> [What you will do] Please repeat exactly the lines below from the one containing "c.lineWidth = 7;" down to the one containing "M5 1848 32 1857 226 1892", both included, and nothing else.

(Stored items from a collection)
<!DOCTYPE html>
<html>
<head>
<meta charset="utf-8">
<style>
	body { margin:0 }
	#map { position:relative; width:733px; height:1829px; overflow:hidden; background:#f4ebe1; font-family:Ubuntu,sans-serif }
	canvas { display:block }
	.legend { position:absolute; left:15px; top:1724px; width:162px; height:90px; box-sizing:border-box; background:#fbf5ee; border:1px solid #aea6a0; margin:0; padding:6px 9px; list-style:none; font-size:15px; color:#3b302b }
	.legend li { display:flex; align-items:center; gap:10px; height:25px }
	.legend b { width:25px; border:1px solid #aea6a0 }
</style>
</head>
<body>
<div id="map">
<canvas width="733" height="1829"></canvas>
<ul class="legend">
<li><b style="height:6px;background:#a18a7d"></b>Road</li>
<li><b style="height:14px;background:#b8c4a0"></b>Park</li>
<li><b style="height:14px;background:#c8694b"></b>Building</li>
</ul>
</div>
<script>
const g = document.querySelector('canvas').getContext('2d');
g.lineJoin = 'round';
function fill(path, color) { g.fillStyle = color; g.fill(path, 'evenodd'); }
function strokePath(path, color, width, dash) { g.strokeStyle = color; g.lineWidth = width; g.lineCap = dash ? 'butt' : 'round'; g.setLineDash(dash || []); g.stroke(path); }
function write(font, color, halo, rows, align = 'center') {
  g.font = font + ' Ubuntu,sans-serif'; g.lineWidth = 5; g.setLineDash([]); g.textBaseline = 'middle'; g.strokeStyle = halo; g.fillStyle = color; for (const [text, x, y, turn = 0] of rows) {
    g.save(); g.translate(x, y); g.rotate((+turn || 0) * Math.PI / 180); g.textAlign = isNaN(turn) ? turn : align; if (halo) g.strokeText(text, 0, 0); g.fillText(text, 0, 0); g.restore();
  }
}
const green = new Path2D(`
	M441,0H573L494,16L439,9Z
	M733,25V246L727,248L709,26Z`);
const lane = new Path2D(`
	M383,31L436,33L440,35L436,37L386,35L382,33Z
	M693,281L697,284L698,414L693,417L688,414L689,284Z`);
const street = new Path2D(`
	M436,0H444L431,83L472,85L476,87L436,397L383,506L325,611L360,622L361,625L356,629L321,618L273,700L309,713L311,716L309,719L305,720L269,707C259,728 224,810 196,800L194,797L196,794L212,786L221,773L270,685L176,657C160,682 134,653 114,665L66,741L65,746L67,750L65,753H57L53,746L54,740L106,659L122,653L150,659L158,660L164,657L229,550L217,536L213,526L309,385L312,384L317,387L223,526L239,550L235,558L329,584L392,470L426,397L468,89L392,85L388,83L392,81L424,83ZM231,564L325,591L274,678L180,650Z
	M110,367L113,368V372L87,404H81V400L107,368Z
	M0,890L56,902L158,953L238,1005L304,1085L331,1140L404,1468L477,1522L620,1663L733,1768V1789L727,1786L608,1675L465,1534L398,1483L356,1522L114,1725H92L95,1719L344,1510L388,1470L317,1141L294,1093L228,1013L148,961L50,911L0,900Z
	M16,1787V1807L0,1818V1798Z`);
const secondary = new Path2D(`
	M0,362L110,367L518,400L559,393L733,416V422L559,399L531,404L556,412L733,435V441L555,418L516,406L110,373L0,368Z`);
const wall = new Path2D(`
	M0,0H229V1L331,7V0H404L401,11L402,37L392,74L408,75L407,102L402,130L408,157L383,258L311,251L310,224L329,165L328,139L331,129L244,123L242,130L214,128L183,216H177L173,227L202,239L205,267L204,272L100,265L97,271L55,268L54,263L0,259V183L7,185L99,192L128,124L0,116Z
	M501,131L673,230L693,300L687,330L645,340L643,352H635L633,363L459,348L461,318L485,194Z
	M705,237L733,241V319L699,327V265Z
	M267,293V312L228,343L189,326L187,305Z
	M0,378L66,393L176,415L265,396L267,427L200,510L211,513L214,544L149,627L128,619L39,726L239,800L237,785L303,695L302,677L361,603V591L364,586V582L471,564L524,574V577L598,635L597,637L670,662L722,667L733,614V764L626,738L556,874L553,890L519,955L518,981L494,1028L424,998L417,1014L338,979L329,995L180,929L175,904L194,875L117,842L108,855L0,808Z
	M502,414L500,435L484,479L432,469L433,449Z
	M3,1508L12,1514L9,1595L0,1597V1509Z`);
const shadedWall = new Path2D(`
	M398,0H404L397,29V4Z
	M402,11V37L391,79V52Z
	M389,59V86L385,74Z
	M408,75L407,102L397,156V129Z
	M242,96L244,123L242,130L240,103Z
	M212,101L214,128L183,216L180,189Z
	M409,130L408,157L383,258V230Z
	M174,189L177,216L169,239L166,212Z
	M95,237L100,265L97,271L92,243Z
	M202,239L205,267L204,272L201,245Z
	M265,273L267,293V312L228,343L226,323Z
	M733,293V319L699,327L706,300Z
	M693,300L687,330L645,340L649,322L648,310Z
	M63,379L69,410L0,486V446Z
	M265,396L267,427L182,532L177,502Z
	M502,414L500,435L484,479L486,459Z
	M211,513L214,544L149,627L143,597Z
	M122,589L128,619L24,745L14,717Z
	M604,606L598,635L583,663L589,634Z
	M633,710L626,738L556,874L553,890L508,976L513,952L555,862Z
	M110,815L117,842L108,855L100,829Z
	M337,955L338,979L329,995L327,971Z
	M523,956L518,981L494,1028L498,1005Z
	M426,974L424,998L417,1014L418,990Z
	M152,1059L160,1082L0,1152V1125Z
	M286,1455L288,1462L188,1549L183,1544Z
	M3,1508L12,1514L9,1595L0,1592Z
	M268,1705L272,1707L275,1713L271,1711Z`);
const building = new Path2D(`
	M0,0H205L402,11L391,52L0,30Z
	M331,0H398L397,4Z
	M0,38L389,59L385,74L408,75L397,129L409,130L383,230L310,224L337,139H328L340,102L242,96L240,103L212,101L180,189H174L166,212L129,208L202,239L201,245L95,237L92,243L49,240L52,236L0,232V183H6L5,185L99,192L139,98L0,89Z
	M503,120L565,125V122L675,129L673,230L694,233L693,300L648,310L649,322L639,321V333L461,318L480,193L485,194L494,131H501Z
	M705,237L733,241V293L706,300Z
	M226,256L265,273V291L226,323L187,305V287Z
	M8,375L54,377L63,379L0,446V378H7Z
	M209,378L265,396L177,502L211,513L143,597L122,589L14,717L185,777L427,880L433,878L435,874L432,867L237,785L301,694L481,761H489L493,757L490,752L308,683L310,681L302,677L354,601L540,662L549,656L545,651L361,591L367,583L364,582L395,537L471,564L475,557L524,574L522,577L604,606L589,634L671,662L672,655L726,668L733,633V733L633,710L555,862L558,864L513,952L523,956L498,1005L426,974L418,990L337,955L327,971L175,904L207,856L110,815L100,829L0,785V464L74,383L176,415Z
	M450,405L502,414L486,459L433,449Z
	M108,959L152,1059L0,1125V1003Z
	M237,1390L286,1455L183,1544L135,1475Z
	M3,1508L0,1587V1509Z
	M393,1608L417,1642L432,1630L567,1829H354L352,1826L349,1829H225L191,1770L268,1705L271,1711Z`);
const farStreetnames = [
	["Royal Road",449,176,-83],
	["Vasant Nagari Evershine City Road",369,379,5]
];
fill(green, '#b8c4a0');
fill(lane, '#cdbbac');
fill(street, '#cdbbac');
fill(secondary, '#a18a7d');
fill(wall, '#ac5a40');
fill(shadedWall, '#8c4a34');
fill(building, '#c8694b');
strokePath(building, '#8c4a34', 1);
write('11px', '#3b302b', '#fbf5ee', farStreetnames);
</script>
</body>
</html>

==

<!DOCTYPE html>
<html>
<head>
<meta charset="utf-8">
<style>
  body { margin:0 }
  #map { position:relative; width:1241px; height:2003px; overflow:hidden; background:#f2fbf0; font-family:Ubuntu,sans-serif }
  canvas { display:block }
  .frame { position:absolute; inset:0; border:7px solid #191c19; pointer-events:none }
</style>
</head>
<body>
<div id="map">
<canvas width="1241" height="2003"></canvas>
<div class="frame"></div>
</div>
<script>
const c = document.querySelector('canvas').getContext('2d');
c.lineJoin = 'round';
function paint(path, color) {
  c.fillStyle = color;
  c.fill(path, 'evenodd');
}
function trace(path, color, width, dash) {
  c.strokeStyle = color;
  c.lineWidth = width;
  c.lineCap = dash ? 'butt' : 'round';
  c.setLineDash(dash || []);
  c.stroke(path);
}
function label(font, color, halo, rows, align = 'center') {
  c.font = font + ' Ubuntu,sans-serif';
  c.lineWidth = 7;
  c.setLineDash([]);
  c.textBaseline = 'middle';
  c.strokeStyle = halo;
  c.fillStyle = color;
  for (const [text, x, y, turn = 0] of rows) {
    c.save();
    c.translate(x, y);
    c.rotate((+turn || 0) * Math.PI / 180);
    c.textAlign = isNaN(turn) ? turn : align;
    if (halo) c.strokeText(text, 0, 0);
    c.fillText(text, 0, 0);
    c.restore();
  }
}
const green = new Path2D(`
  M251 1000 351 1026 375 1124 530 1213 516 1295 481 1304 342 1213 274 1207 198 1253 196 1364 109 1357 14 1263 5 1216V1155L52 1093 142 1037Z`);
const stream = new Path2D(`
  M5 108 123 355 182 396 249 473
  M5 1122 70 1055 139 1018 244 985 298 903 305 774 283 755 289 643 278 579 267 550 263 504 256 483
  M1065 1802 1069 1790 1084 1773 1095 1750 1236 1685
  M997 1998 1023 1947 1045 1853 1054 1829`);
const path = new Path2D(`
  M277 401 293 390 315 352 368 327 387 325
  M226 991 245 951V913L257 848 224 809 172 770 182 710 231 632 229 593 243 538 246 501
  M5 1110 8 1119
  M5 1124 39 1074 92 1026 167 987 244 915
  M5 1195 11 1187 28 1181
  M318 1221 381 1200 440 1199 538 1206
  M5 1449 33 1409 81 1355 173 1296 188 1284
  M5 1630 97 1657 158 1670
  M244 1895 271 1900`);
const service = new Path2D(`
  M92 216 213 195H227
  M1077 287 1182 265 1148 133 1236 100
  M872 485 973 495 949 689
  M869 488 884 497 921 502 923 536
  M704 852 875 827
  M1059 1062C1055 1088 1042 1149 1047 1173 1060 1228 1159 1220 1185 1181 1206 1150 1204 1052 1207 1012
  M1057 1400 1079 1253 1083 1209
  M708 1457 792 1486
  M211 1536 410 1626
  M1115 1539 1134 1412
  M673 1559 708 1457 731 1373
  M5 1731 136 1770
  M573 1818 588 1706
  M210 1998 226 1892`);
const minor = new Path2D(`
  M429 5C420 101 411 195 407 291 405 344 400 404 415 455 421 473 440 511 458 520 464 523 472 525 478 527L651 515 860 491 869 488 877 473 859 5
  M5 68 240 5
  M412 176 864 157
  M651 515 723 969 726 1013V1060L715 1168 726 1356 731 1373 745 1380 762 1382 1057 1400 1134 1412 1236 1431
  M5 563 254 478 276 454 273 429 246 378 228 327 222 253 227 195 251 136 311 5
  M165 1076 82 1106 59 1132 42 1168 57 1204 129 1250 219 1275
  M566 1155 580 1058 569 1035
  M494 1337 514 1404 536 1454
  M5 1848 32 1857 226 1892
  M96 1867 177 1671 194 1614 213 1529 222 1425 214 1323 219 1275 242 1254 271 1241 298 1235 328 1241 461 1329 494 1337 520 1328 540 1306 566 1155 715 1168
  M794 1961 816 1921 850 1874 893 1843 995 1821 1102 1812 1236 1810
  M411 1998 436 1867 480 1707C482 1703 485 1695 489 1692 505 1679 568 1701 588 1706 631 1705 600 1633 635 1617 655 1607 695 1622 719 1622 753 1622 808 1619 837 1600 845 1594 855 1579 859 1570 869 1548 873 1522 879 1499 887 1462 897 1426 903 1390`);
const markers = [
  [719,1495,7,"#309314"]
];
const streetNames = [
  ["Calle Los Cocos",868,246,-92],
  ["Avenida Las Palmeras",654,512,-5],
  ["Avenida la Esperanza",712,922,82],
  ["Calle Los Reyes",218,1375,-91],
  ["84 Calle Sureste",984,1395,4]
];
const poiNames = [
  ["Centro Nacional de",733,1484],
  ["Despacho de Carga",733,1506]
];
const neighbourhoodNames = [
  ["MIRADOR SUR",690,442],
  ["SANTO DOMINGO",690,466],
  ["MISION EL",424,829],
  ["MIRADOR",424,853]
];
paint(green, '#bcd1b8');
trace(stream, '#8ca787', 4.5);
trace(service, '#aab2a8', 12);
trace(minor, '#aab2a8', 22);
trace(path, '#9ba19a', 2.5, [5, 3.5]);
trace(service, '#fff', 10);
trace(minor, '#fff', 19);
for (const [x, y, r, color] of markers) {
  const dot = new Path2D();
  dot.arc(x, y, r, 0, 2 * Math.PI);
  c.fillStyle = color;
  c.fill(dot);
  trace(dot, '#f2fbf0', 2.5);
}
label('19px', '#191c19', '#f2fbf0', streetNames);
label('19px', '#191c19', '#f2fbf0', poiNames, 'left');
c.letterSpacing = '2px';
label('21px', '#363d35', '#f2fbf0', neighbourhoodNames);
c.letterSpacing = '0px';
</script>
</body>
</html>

> [Task response]
  c.lineWidth = 7;
  c.setLineDash([]);
  c.textBaseline = 'middle';
  c.strokeStyle = halo;
  c.fillStyle = color;
  for (const [text, x, y, turn = 0] of rows) {
    c.save();
    c.translate(x, y);
    c.rotate((+turn || 0) * Math.PI / 180);
    c.textAlign = isNaN(turn) ? turn : align;
    if (halo) c.strokeText(text, 0, 0);
    c.fillText(text, 0, 0);
    c.restore();
  }
}
const green = new Path2D(`
  M251 1000 351 1026 375 1124 530 1213 516 1295 481 1304 342 1213 274 1207 198 1253 196 1364 109 1357 14 1263 5 1216V1155L52 1093 142 1037Z`);
const stream = new Path2D(`
  M5 108 123 355 182 396 249 473
  M5 1122 70 1055 139 1018 244 985 298 903 305 774 283 755 289 643 278 579 267 550 263 504 256 483
  M1065 1802 1069 1790 1084 1773 1095 1750 1236 1685
  M997 1998 1023 1947 1045 1853 1054 1829`);
const path = new Path2D(`
  M277 401 293 390 315 352 368 327 387 325
  M226 991 245 951V913L257 848 224 809 172 770 182 710 231 632 229 593 243 538 246 501
  M5 1110 8 1119
  M5 1124 39 1074 92 1026 167 987 244 915
  M5 1195 11 1187 28 1181
  M318 1221 381 1200 440 1199 538 1206
  M5 1449 33 1409 81 1355 173 1296 188 1284
  M5 1630 97 1657 158 1670
  M244 1895 271 1900`);
const service = new Path2D(`
  M92 216 213 195H227
  M1077 287 1182 265 1148 133 1236 100
  M872 485 973 495 949 689
  M869 488 884 497 921 502 923 536
  M704 852 875 827
  M1059 1062C1055 1088 1042 1149 1047 1173 1060 1228 1159 1220 1185 1181 1206 1150 1204 1052 1207 1012
  M1057 1400 1079 1253 1083 1209
  M708 1457 792 1486
  M211 1536 410 1626
  M1115 1539 1134 1412
  M673 1559 708 1457 731 1373
  M5 1731 136 1770
  M573 1818 588 1706
  M210 1998 226 1892`);
const minor = new Path2D(`
  M429 5C420 101 411 195 407 291 405 344 400 404 415 455 421 473 440 511 458 520 464 523 472 525 478 527L651 515 860 491 869 488 877 473 859 5
  M5 68 240 5
  M412 176 864 157
  M651 515 723 969 726 1013V1060L715 1168 726 1356 731 1373 745 1380 762 1382 1057 1400 1134 1412 1236 1431
  M5 563 254 478 276 454 273 429 246 378 228 327 222 253 227 195 251 136 311 5
  M165 1076 82 1106 59 1132 42 1168 57 1204 129 1250 219 1275
  M566 1155 580 1058 569 1035
  M494 1337 514 1404 536 1454
  M5 1848 32 1857 226 1892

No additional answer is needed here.